Researchers identify protein that fights West Nile virus
September 6, 2010(PhysOrg.com) -- Yale and McGill University scientists have identified a protein that is critical in fighting mosquito-borne West Nile Virus in mice. This finding could have therapeutic implications for controlling the potentially deadly virus in humans. The study appears in the Advance Online Publication of Nature Immunology.
Researchers studied the role of caspase-12, a protein that activates secretion of substances that are part of the body’s immune response. Caspase-12’s function in fighting bacterial infection has been studied before, but its role in viral immunity has not.
The Yale-McGill team found that caspase-12 regulated the signaling of RIG-I, a protein of the immune system that detects viral infection by recognizing its genetic components. This recognition pattern is necessary to trigger the immune system’s response to West Nile Virus.

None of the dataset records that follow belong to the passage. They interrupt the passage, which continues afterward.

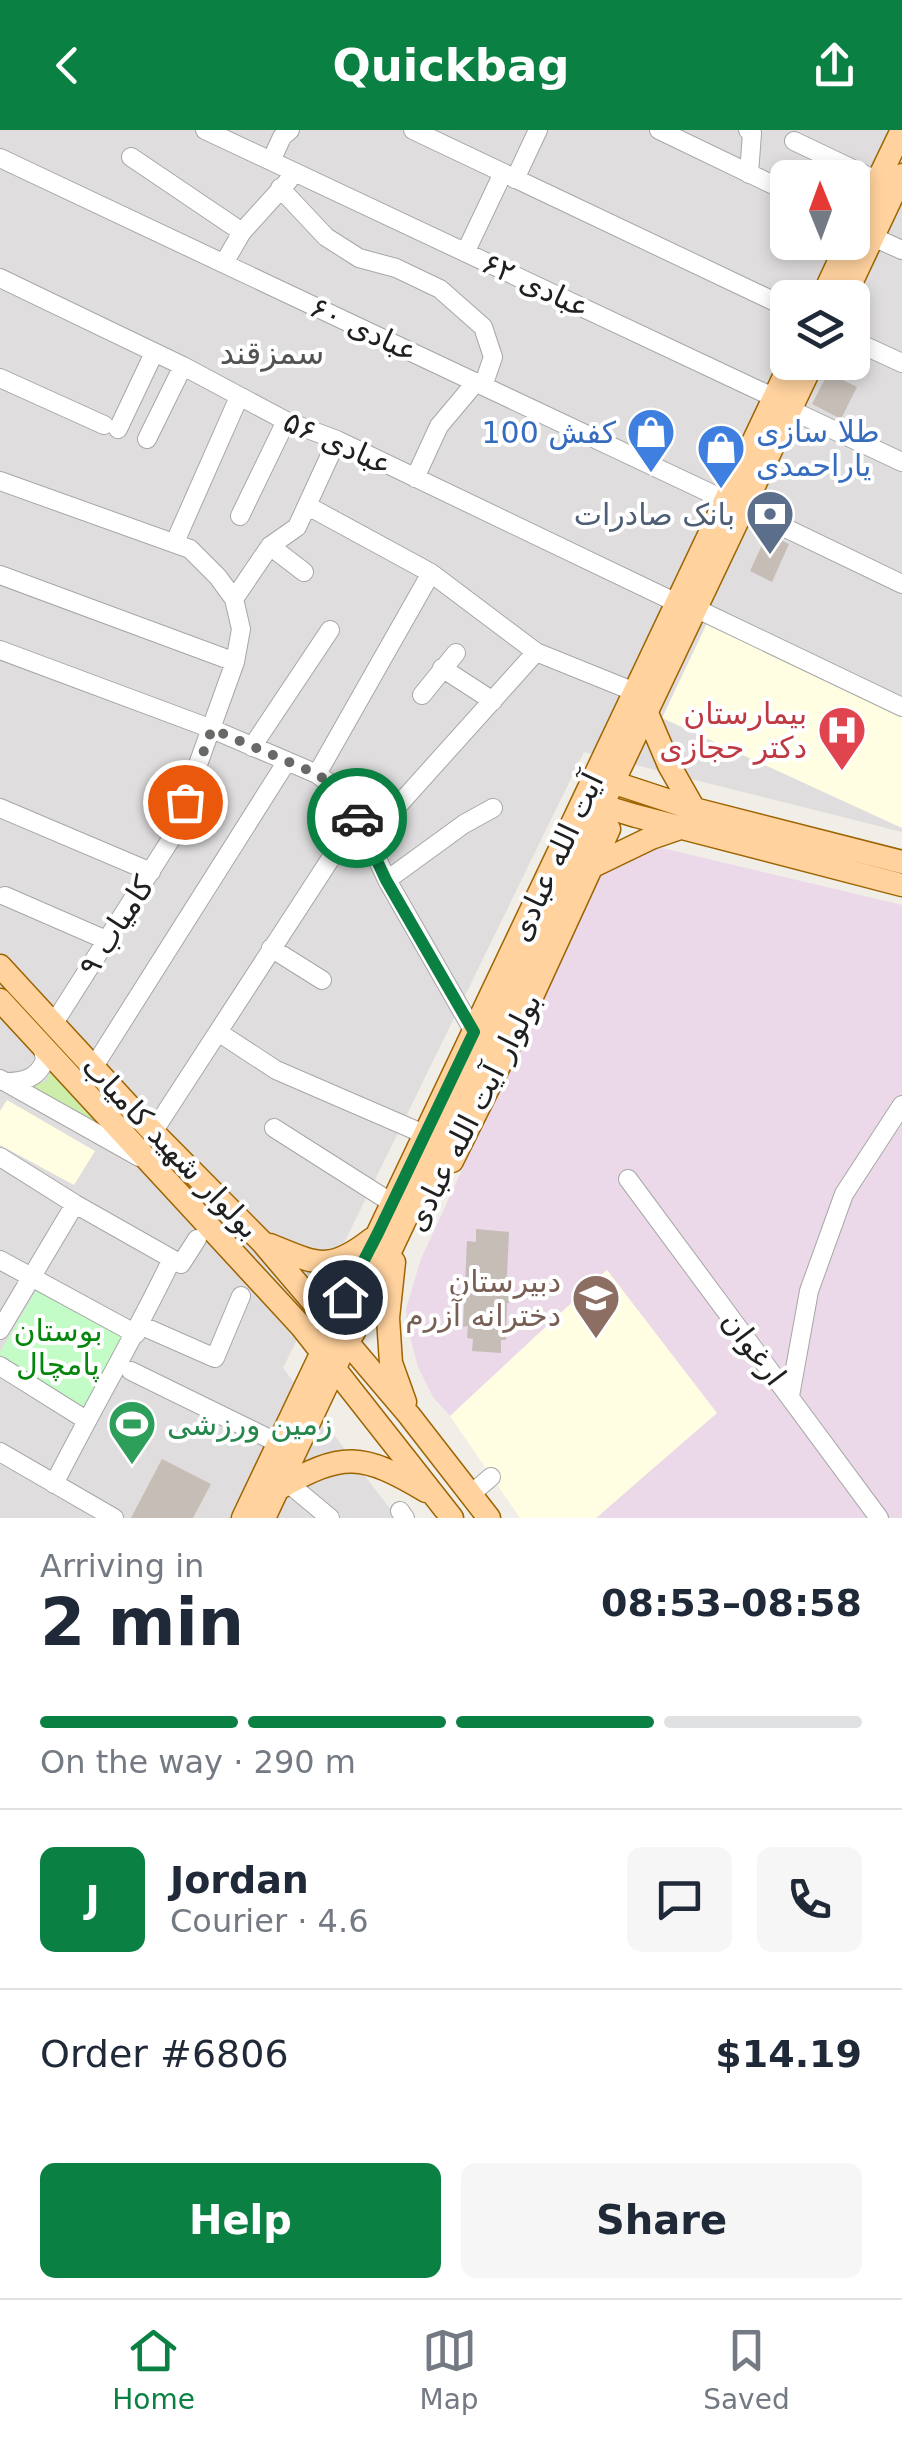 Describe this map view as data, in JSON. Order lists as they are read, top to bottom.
{
  "streets": {
    "main road": ["آیت الله عبادی", "بولوار آیت الله عبادی", "بولوار شهید کامیاب"],
    "street": [
      "عبادی ۶۲",
      "عبادی ۶۰",
      "عبادی ۵۶",
      "کامیاب ۹",
      "ارغوان"
    ]
  },
  "crossings": [
    ["عبادی ۶۲", "آیت الله عبادی"],
    ["عبادی ۶۰", "آیت الله عبادی"],
    ["عبادی ۵۶", "آیت الله عبادی"],
    ["آیت الله عبادی", "بولوار آیت الله عبادی"],
    ["آیت الله عبادی", "بولوار شهید کامیاب"],
    ["کامیاب ۹", "بولوار شهید کامیاب"],
    ["بولوار آیت الله عبادی", "بولوار شهید کامیاب"]
  ],
  "districts": ["سمزقند"],
  "parks": ["بوستان پامچال"],
  "places": {
    "shop": ["کفش 100", "طلا سازی یاراحمدی"],
    "bank": ["بانک صادرات"],
    "hospital": ["بیمارستان دکتر حجازی"],
    "school or university": ["دبیرستان دخترانه آزرم"],
    "sports": ["زمین ورزشی"]
  },
  "north": "top",
  "page": {
    "header": "Quickbag",
    "heading": ["2 min", "Arriving in", "08:53–08:58"],
    "panel": [
      "Jordan",
      "Courier · 4.6",
      "Order #6806",
      "$14.19"
    ],
    "bar": "On the way · 290 m",
    "round": "J",
    "buttons": ["Help", "Share"],
    "tabs": ["Home", "Map", "Saved"]
  }
} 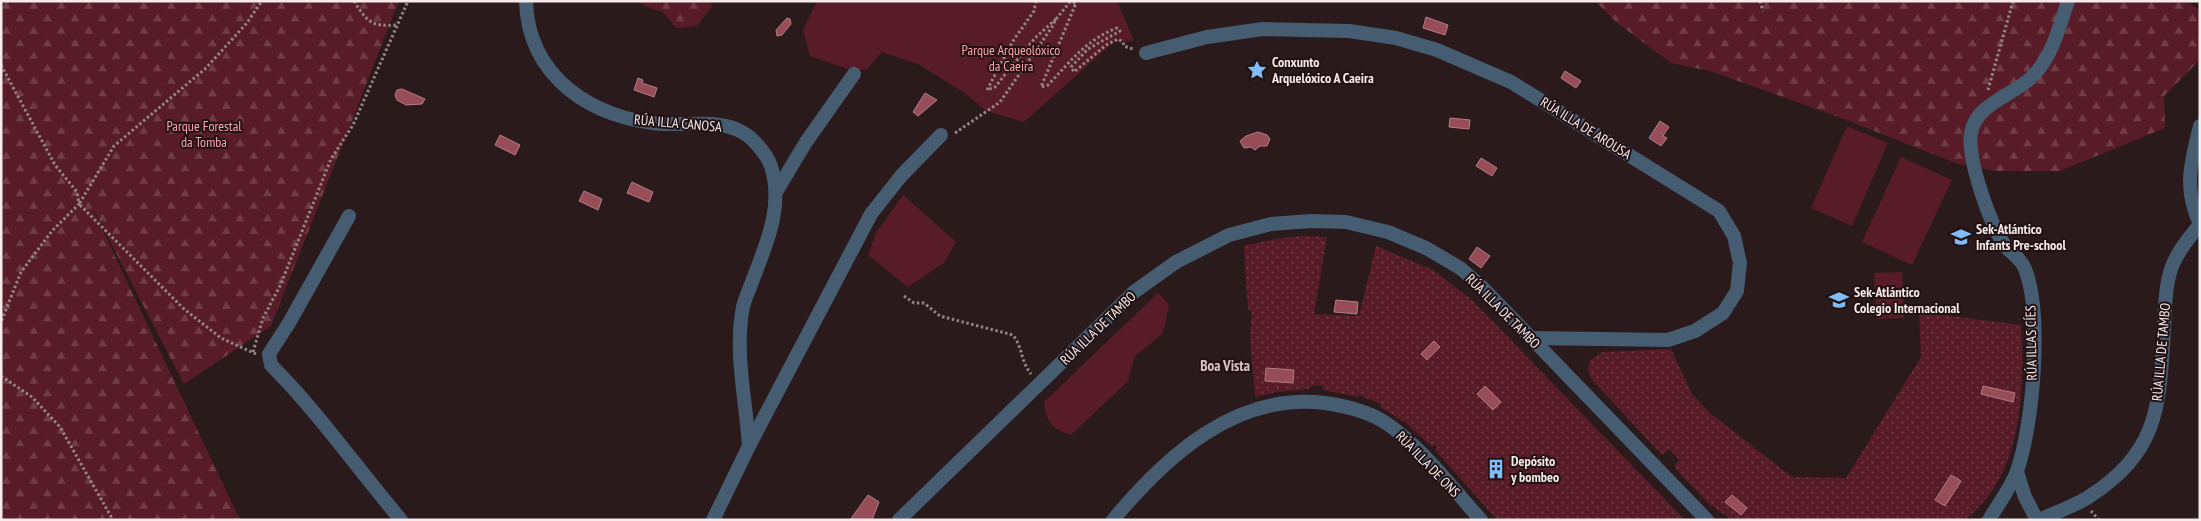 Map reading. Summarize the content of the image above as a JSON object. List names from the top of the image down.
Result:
{
  "streets": {
    "street": [
      "RÚA ILLA CANOSA",
      "RÚA ILLA DE AROUSA",
      "RÚA ILLA DE TAMBO",
      "RÚA ILLAS CÍES",
      "RÚA ILLA DE ONS"
    ]
  },
  "crossings": [
    ["RÚA ILLA DE AROUSA", "RÚA ILLA DE TAMBO"]
  ],
  "districts": ["Boa Vista"],
  "parks": ["Parque Arqueolóxico da Caeira", "Parque Forestal da Tomba"],
  "places": {
    "place": ["Conxunto Arquelóxico A Caeira"],
    "school or university": ["Sek-Atlántico Infants Pre-school", "Sek-Atlántico Colegio Internacional"],
    "building": ["Depósito y bombeo"]
  }
} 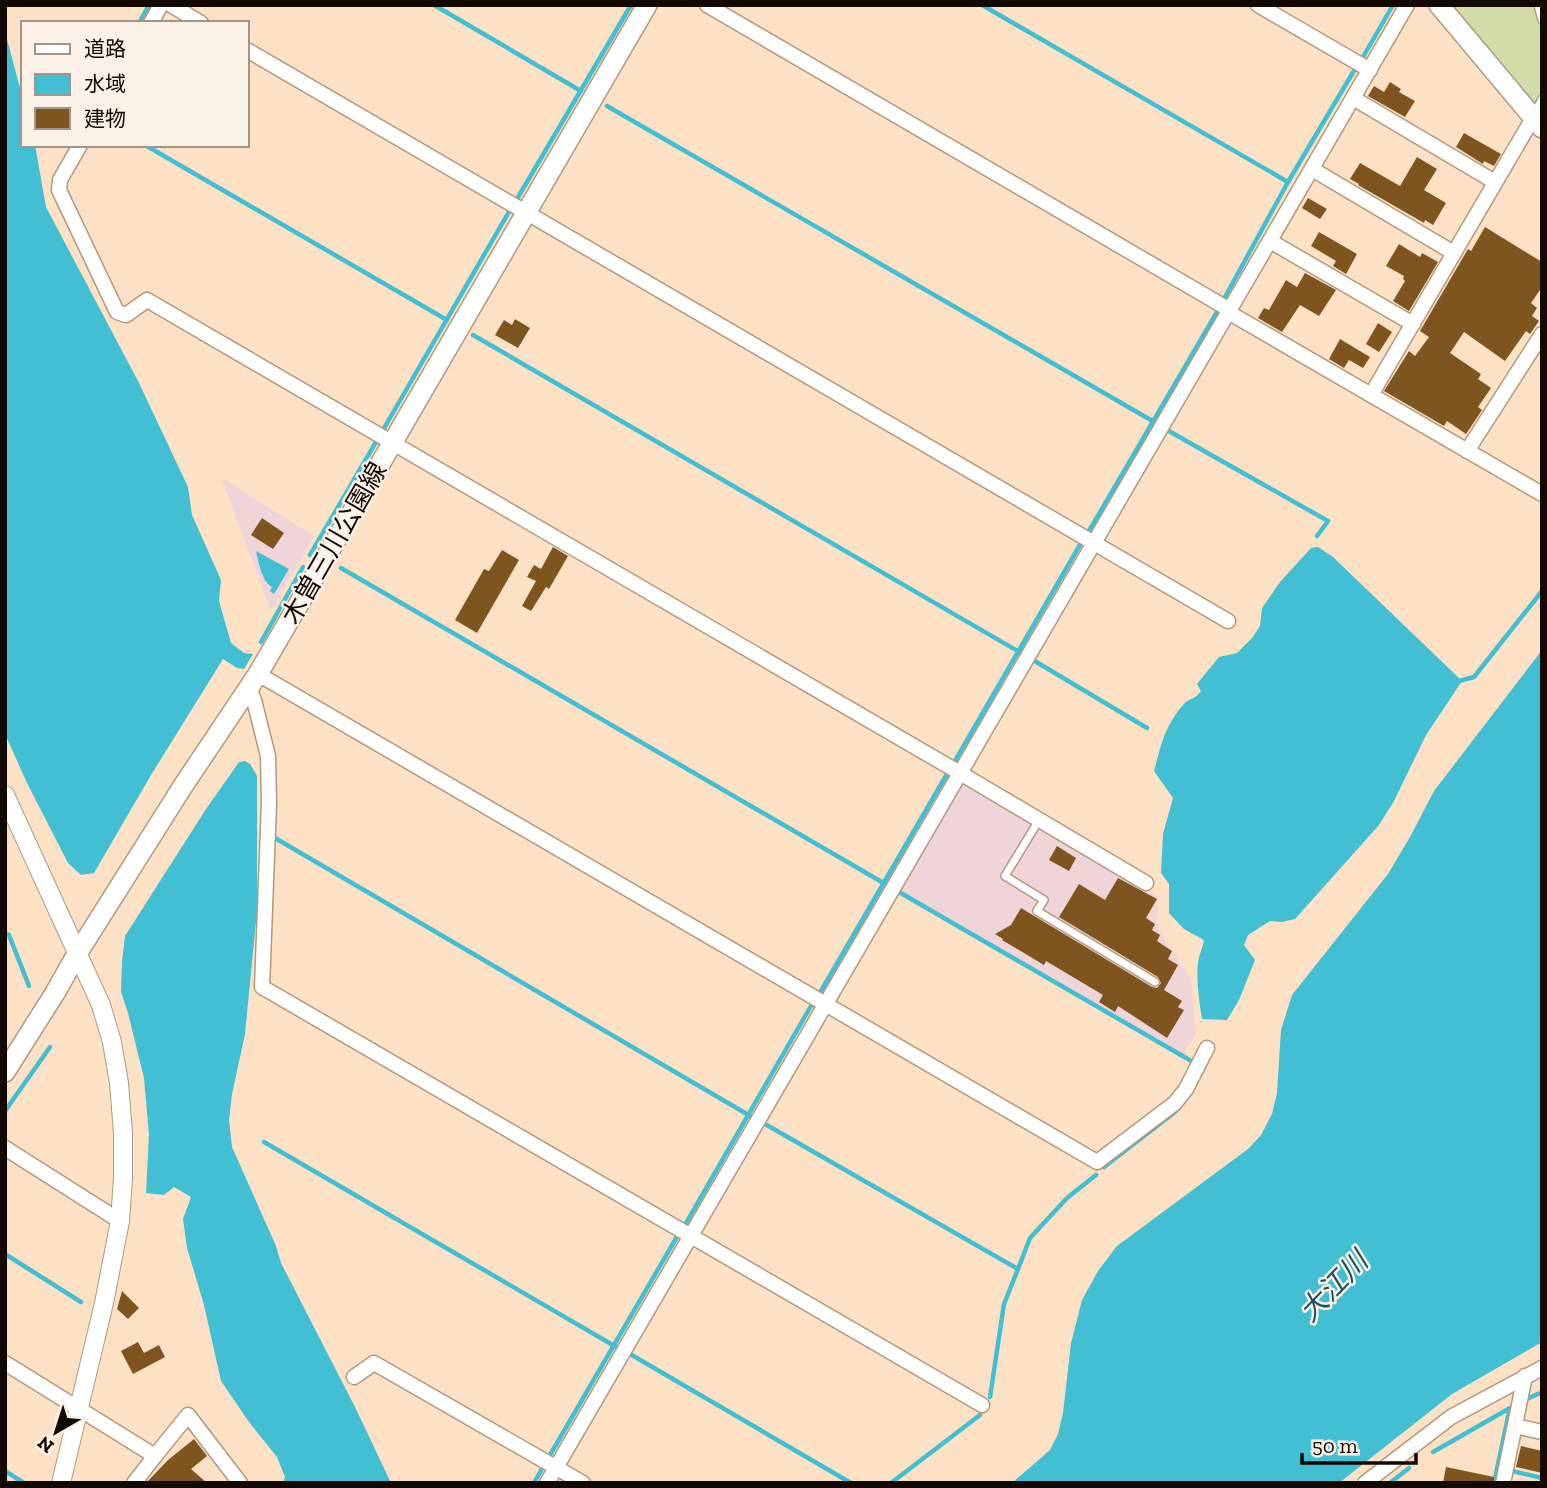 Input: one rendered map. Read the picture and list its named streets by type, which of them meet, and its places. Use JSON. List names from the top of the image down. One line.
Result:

“Mice without caspase-12 protein died more rapidly from West Nile virus infection and had higher levels of virus than normal mice,” explained co-author Erol Fikrig, M.D., professor of epidemiology, public health and microbial pathogenesis at Yale School of Medicine and a Howard Hughes Medical Institute investigator.
West Nile Virus has spread rapidly through North America over the past decade, and can be life-threatening to those with susceptible immune systems.
The team’s findings open possible avenues of future research on whether the human immune system can be regulated in the same way, noted co-author Maya Saleh, Ph.D., assistant professor of medicine at McGill University and medical scientist in the Division of Critical Care at the Research Institute of the McGill University Health Centre. “Our results now set the stage for the development of pharmacological compounds to boost the activity of caspase-12 in promoting virus elimination,” Saleh said. “These findings have significant potential to be translated into therapies.”
Other authors are Penghua Wang, Alvaro Arjona, Yue Zhang, Jianfeng Dai and Long Yang of Yale School of Medicine, Hameeda Sultana of Yale and a Howard Hughes Medical Institute Investigator, Philippe M. LeBlanc and Karine Doiron of McGill University Department of Microbiology and Immunology.